(Data for processing)

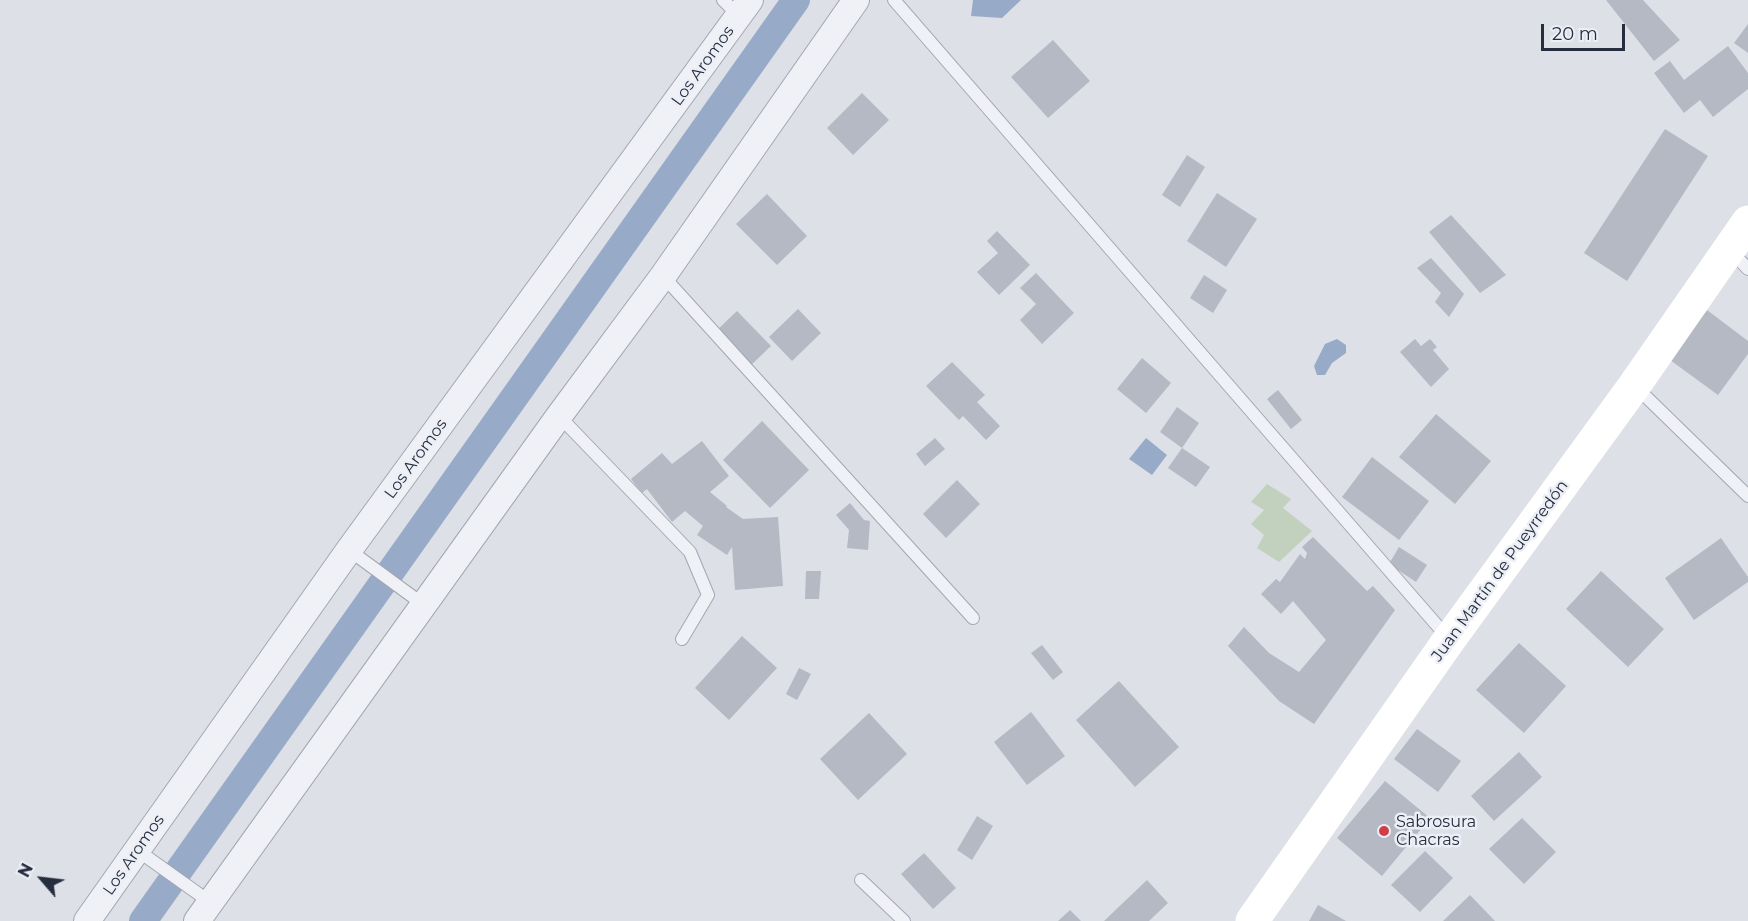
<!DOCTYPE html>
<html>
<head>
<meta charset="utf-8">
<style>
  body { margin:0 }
  #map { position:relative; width:1748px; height:921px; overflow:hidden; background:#dde0e7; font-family:Montserrat,sans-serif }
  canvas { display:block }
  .north { position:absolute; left:12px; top:849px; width:60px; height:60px; -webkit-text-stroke:4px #eceff5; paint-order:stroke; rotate:298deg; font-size:16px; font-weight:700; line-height:24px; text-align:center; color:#262d3e }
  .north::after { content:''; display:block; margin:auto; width:21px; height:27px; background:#262d3e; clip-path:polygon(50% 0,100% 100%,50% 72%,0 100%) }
  .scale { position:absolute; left:1541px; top:24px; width:84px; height:27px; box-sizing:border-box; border:3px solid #262d3e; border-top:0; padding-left:8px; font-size:18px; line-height:21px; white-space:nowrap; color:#262d3e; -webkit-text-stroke:4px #eceff5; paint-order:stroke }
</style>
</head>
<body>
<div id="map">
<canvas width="1748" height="921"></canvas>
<div class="north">N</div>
<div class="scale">20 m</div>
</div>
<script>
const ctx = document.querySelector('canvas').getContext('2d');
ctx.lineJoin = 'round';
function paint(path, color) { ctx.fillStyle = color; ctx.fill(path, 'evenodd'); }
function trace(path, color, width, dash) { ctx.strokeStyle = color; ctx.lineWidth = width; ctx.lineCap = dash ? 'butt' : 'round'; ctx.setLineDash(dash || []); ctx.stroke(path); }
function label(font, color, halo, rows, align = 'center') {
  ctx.font = font + ' Montserrat,sans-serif'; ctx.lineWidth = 5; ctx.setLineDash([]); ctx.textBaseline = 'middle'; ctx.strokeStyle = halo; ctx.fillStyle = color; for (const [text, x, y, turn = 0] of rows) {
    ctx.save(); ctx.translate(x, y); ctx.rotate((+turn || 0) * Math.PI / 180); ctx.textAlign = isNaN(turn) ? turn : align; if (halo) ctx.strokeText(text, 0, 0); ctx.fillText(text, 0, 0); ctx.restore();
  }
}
paint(new Path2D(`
  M 1267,484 L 1291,499 L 1283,508 L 1312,531 L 1279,562 L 1257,548 L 1264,535 L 1251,524 L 1264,510 L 1251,502 Z`), '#c1d1be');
paint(new Path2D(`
  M 973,0 L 1021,0 L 1002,18 L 971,16 Z
  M 1337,339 L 1346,345 L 1346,353 L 1332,363 L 1325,375 L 1317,375 L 1314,366 L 1325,344 Z
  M 1146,438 L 1167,455 L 1152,475 L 1129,459 Z`), '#97aac8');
trace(new Path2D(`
  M 143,921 L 796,0`), '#97aac8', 28);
paint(new Path2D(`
  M 1606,0 L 1643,0 L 1680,40 L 1654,61 Z
  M 1748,24 L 1748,53 L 1734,43 Z
  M 1053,40 L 1090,81 L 1048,118 L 1011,77 Z
  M 1728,46 L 1748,73 L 1748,89 L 1713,117 L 1700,100 L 1684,113 L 1654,73 L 1670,61 L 1684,80 Z
  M 862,93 L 889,120 L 853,155 L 827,128 Z
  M 1665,129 L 1708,156 L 1627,281 L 1584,253 Z
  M 1187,155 L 1205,167 L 1180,207 L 1162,195 Z
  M 1217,193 L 1257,219 L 1226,267 L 1187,241 Z
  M 767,194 L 807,236 L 777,265 L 736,224 Z
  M 1451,215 L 1506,275 L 1480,293 L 1429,232 Z
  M 997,231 L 1030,265 L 999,295 L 977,272 L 998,253 L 987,241 Z
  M 1431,258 L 1464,294 L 1449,317 L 1435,302 L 1441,293 L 1417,268 Z
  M 1036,273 L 1074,313 L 1042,344 L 1020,320 L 1036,304 L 1020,288 Z
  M 1204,275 L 1227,290 L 1213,313 L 1190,298 Z
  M 798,309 L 821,333 L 792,361 L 769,337 Z
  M 1707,310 L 1748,341 L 1748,354 L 1718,395 L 1670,360 Z
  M 737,311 L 771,346 L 749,367 L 715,332 Z
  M 1415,339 L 1421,346 L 1430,339 L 1437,347 L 1433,350 L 1449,369 L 1431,387 L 1400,352 Z
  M 1142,358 L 1171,383 L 1146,413 L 1117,389 Z
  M 952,362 L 985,395 L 977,402 L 1000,426 L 986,440 L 963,416 L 959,420 L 926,386 Z
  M 1278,390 L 1302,420 L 1291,429 L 1267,399 Z
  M 1177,407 L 1199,423 L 1182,448 L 1160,432 Z
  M 1436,414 L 1491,461 L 1455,504 L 1399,457 Z
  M 762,421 L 809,470 L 770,508 L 723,460 Z
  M 935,438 L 945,449 L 925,466 L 916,454 Z
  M 702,441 L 729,476 L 710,492 L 727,506 L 726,507 L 743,519 L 778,517 L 783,586 L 735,590 L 732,547 L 727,555 L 697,535 L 703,526 L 685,511 L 672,522 L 647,489 L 642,493 L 631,479 L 662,453 L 672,464 Z
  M 1182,448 L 1210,467 L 1196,487 L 1168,468 Z
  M 1372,457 L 1429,501 L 1399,540 L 1342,497 Z
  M 957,480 L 980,504 L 946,538 L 923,514 Z
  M 850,503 L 864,520 L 870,521 L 868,550 L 847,548 L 849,530 L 836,515 Z
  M 1313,537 L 1367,591 L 1373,586 L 1395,610 L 1314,724 L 1279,701 L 1228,646 L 1244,627 L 1269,653 L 1299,672 L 1326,640 L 1293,601 L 1281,614 L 1261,594 L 1276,579 L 1280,582 L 1300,554 L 1305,559 L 1307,553 L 1302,547 Z
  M 1721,538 L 1748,577 L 1748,582 L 1694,620 L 1665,578 Z
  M 1399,547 L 1427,565 L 1416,582 L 1389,564 Z
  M 806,571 L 821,571 L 819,599 L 805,599 Z
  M 1601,571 L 1664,629 L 1628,667 L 1566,609 Z
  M 742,636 L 777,668 L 729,720 L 695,688 Z
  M 1519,643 L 1566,686 L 1524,733 L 1476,690 Z
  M 1042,645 L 1063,672 L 1053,680 L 1031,653 Z
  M 799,668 L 811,674 L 797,700 L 786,694 Z
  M 1119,681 L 1179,747 L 1135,787 L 1076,720 Z
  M 1031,712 L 1065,756 L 1027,785 L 994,742 Z
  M 869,713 L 907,754 L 858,800 L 820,759 Z
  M 1417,729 L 1461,761 L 1438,792 L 1394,759 Z
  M 1519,752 L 1542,777 L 1494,821 L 1471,796 Z
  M 1385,781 L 1430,818 L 1382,876 L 1337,838 Z
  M 977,816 L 993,826 L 972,860 L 957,850 Z
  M 1522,818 L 1556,852 L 1524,884 L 1489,849 Z
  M 1425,851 L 1453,878 L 1420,912 L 1391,885 Z
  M 924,853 L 956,888 L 933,909 L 901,874 Z
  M 1147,880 L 1168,903 L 1149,921 L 1104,921 Z
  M 1470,895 L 1495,921 L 1443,921 Z
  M 1318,905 L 1346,921 L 1309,921 Z
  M 1070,910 L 1081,921 L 1058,921 Z`), '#b4b9c4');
const lane = new Path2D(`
  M 723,0 L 739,16
  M 894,0 L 1448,638
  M 1730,250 L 1748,269
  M 663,276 L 973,618
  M 1635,386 L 1748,496
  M 559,416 L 690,552 L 708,595 L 682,639
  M 349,550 L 424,605
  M 137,850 L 210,902
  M 861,880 L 904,921`);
const street = new Path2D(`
  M 87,921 L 349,550 L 750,0
  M 197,921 L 559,416 L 663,276 L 856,0`);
trace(lane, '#a2a7b1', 14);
trace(street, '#a2a7b1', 28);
trace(lane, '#f0f1f6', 12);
trace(street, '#f0f1f6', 26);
trace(new Path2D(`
  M 1252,921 L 1449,640 L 1634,386 L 1748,222`), '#fff', 33);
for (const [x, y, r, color] of [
  [1384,831,6,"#cf3f45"]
]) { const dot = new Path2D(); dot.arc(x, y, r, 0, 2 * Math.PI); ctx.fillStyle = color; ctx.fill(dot); trace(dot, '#eceff5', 2); }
label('16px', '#262d3e', '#eceff5', [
  ["Los Aromos",703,66,-54],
  ["Los Aromos",416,459,-54],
  ["Juan Martín de Pueyrredón",1500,571,-54],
  ["Los Aromos",134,855,-55]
]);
label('16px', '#262d3e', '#eceff5', [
  ["Sabrosura",1396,822],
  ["Chacras",1396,840]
], 'left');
</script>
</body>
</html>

(End Data for processing)

* _What needs to be done_
From the data, collect all lines where the string "center" appears.

* _Answer space_
  .north { position:absolute; left:12px; top:849px; width:60px; height:60px; -webkit-text-stroke:4px #eceff5; paint-order:stroke; rotate:298deg; font-size:16px; font-weight:700; line-height:24px; text-align:center; color:#262d3e }
function label(font, color, halo, rows, align = 'center') {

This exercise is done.